The Scythians weren’t necessarily going to fight anyway.

Herodotus recounts the Persians’ attempt to conquer them. The Persian military engineers bridged the strait (they did it at least one other time, during an invasion of Greece), and marched north, bridged the Danube, and crossed over into the steppe. The Scythian camp was large, and apparently they were not unlike the various plains Indians of the Old West; when the Persians’ dust cloud was spotted, the Scythians packed up everyone and everything and rode off in one direction or other. The Persians would reach the former location, and follow the trail. Each time they’d approach, the Scythians would pack up and ride off. This went on for some time, then the winter started to roll in, the Persians skedaddled, and managed to get across the Danube and the Bosphorus before anyone burned their bridges.

One would think that Napoleon would have learned something from that story.

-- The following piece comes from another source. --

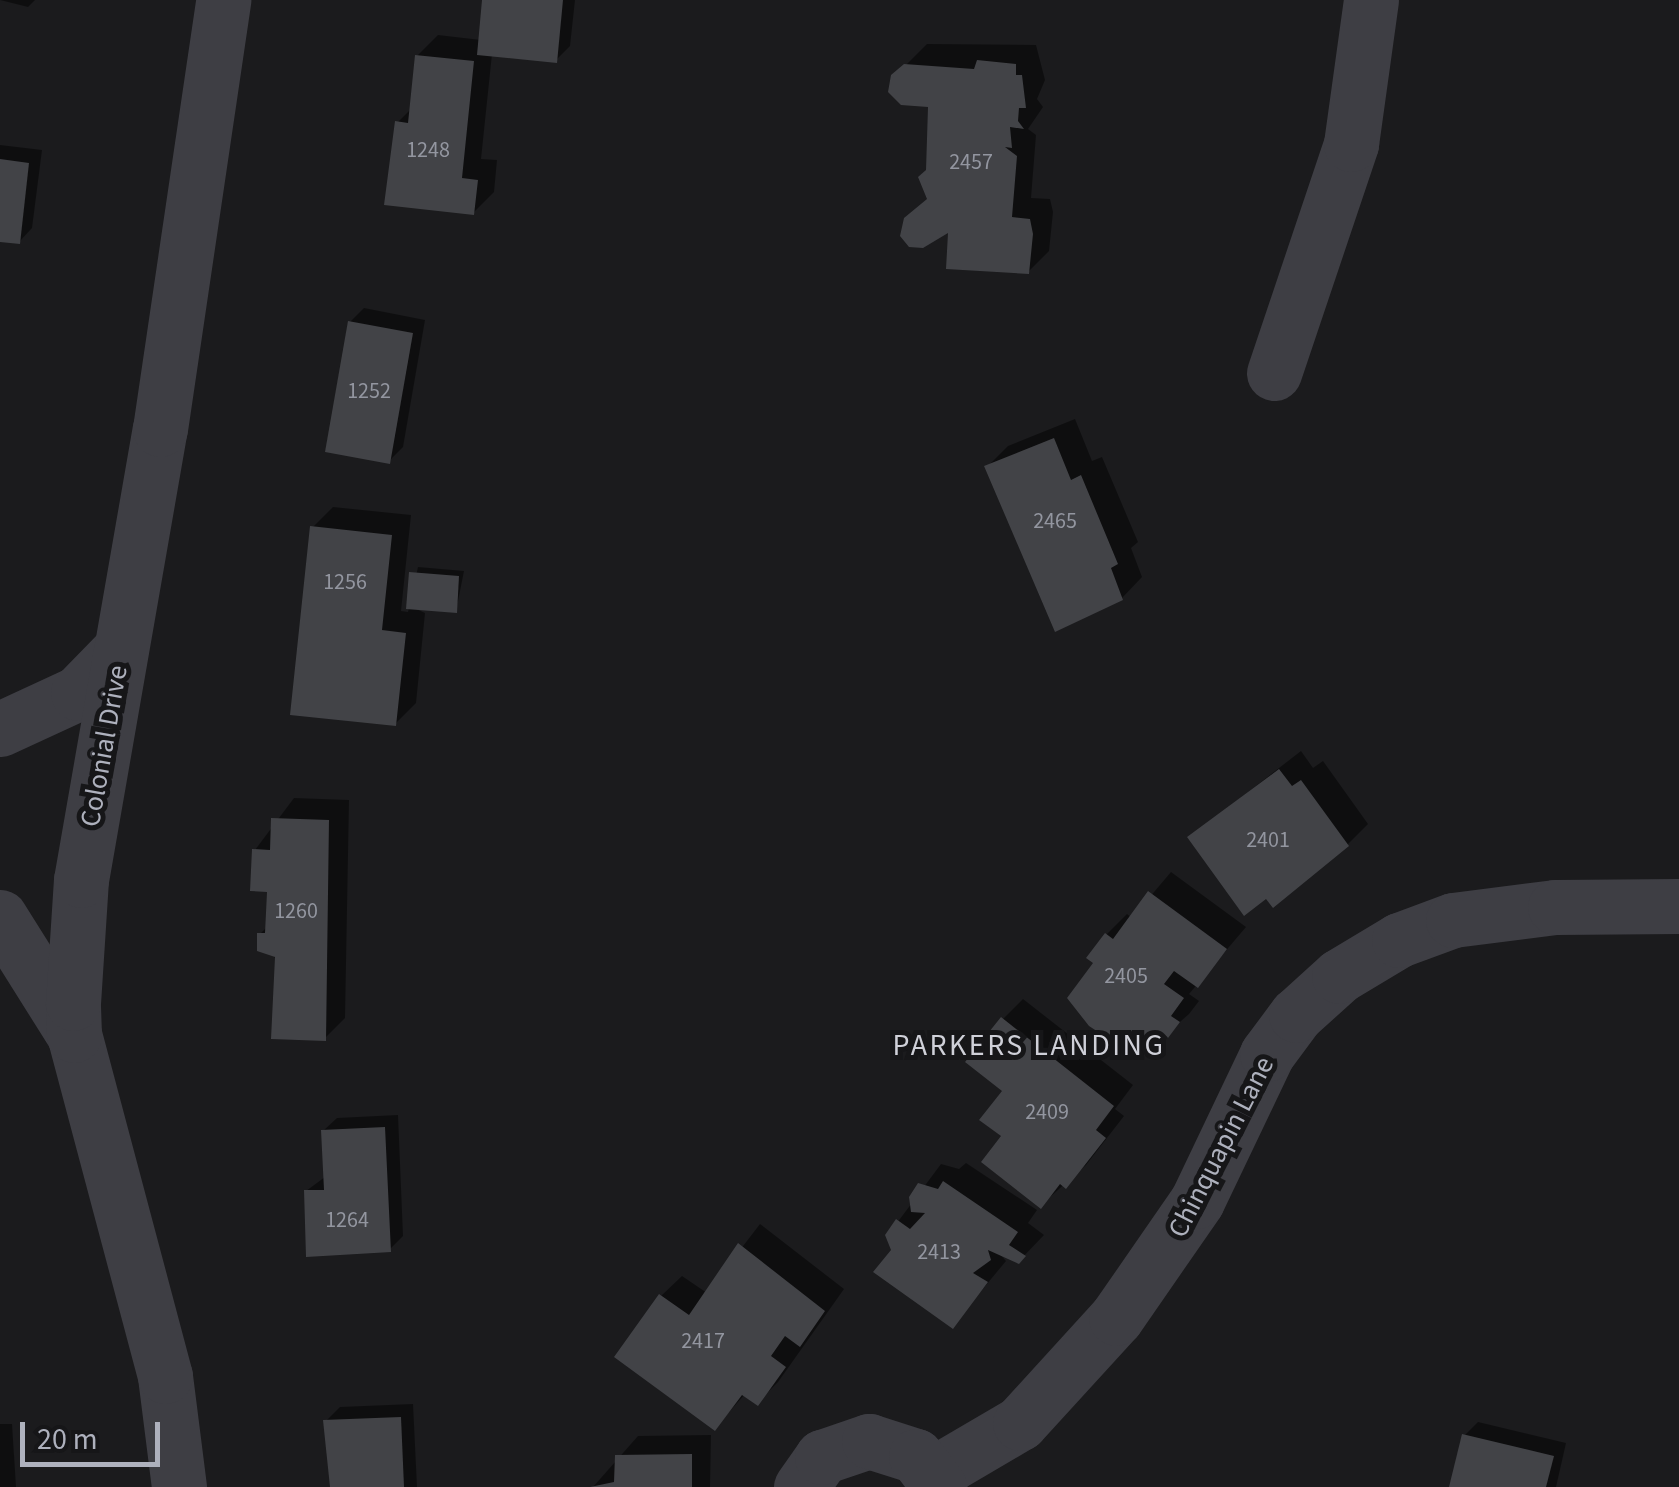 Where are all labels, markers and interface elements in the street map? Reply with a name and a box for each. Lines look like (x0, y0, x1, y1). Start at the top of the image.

And one would think that the Germans would have learned something from Herodotus, and the experience of Napoleon. And later, from their earlier experience. But nooooo.

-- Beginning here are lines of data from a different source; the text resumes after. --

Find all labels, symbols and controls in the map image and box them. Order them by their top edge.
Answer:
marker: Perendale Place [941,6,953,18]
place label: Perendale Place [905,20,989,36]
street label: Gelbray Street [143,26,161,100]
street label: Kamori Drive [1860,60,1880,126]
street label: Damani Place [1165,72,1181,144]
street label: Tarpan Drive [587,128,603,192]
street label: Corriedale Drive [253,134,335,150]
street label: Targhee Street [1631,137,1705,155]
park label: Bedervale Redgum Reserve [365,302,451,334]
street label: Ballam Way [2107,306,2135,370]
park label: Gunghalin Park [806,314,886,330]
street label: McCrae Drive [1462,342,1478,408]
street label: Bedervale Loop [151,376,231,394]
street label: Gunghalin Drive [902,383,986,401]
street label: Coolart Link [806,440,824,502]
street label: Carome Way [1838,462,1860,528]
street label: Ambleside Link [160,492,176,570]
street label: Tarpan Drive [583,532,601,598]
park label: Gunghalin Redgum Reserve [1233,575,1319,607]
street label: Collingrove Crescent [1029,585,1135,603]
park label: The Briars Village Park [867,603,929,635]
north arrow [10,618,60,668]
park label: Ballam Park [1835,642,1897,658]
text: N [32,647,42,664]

The Scythians were the indigenous population along the northern shore of the Black Sea by Roman times; when Ovid pissed off Augustus, the Big A exiled the Big O to that very area. Ovid’s later writings were still in Latin, but he joked that he dreamed in the Scythian language, and barely recognized his own spoken Latin.

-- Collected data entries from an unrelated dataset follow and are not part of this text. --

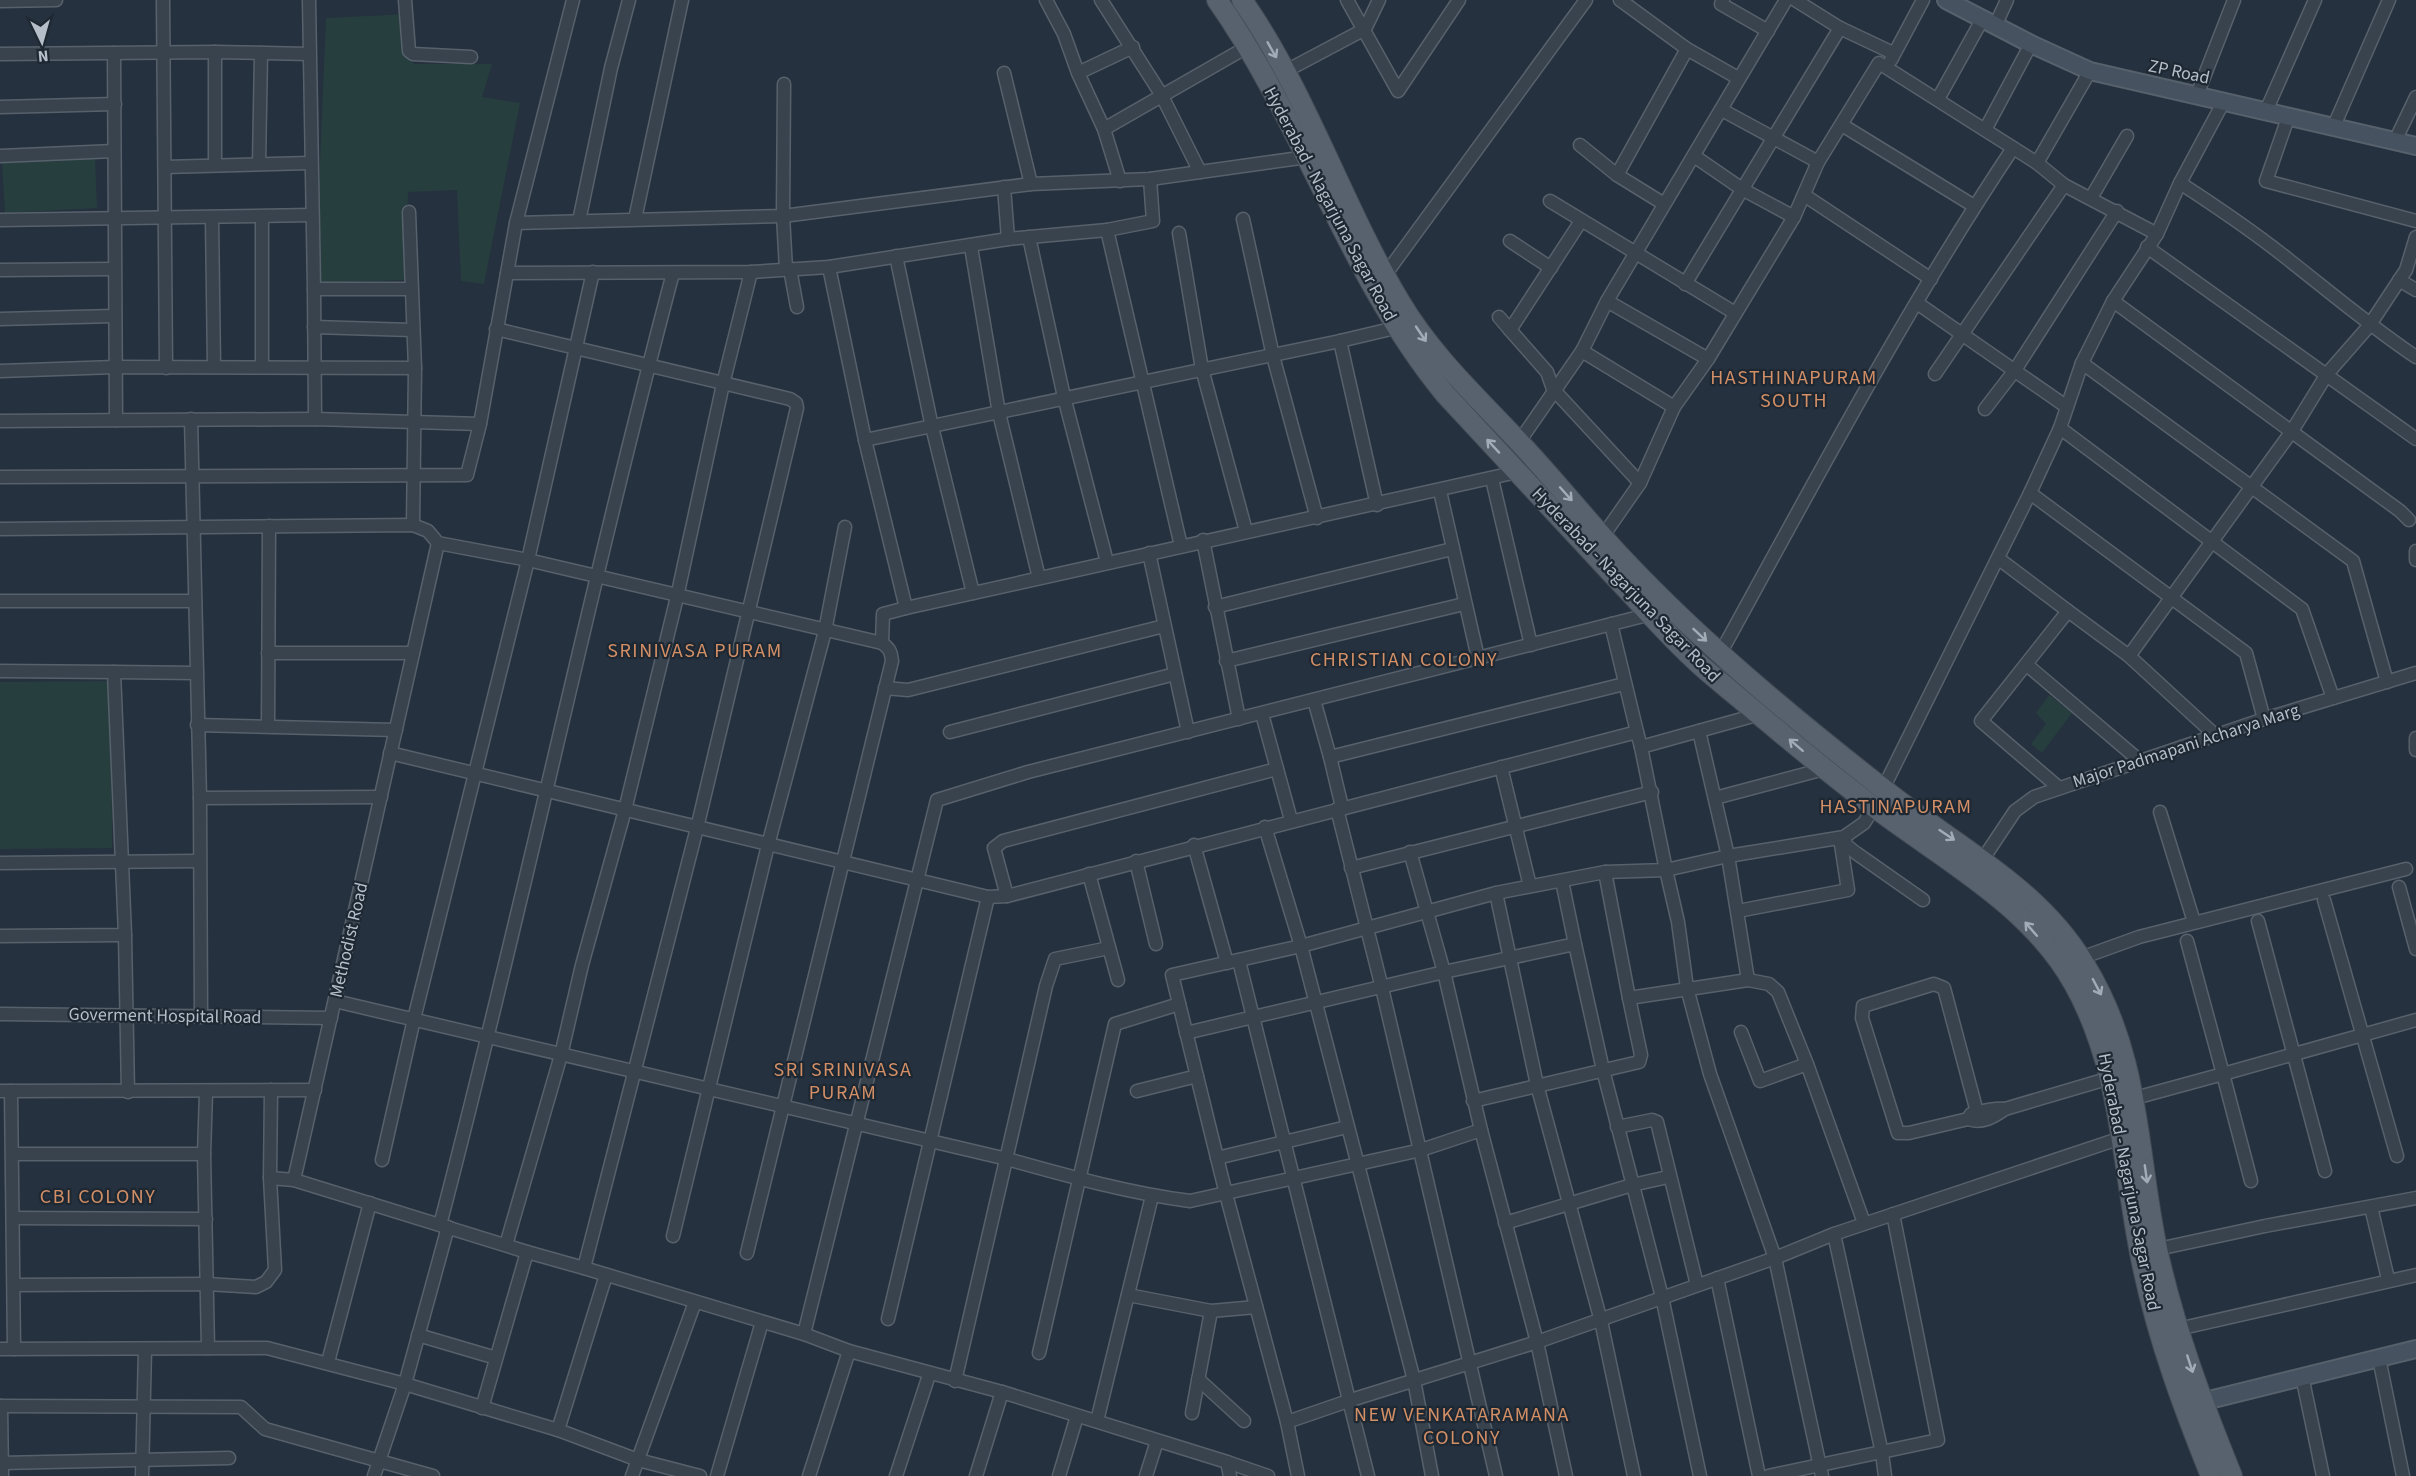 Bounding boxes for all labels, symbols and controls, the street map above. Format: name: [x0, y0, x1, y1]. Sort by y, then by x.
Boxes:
north arrow: [12, 12, 72, 72]
one-way arrow: [1266, 41, 1278, 58]
text: N: [37, 45, 49, 67]
street label: ZP Road: [2146, 53, 2212, 91]
street label: Hyderabad - Nagarjuna Sagar Road: [1257, 82, 1403, 326]
one-way arrow: [1415, 325, 1427, 342]
district label: HASTHINAPURAM SOUTH: [1710, 364, 1878, 415]
one-way arrow: [1486, 439, 1500, 454]
street label: Hyderabad - Nagarjuna Sagar Road: [1526, 482, 1726, 688]
one-way arrow: [1559, 486, 1573, 501]
one-way arrow: [1693, 628, 1708, 642]
district label: SRINIVASA PURAM: [607, 637, 783, 665]
district label: CHRISTIAN COLONY: [1310, 646, 1498, 674]
street label: Major Padmapani Acharya Marg: [2069, 698, 2303, 794]
one-way arrow: [1789, 738, 1804, 752]
district label: HASTINAPURAM: [1820, 793, 1972, 821]
one-way arrow: [1939, 829, 1955, 841]
street label: Methodist Road: [324, 880, 374, 1000]
one-way arrow: [2024, 921, 2038, 936]
one-way arrow: [2091, 978, 2103, 995]
street label: Goverment Hospital Road: [68, 1002, 262, 1030]
street label: Hyderabad - Nagarjuna Sagar Road: [2092, 1051, 2166, 1313]
district label: SRI SRINIVASA PURAM: [774, 1056, 912, 1107]
one-way arrow: [2140, 1164, 2151, 1184]
district label: CBI COLONY: [40, 1183, 156, 1211]
one-way arrow: [2185, 1354, 2196, 1373]
district label: NEW VENKATARAMANA COLONY: [1354, 1401, 1570, 1452]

The Scythians’ distant relatives, the Sarmatians, rode on up centuries later and bitch-slapped the Scythians, who’d taken on settled ways. The Sarmatians threatened the Romans, never a bright idea back then, and eventually were cornered and defeated. Their mounted warriors became auxiliary cavalry for the Roman army, but were deployed in places where no one would understand their language or like them, such as Britain. The women and children were sold off into slavery throughout the empire, and the Sarmatian culture basically ceased to exist within a couple of generations.


35 posted on 11/02/2014 5:54:53 PM PST by SunkenCiv (https://secure.freerepublic.com/donate/)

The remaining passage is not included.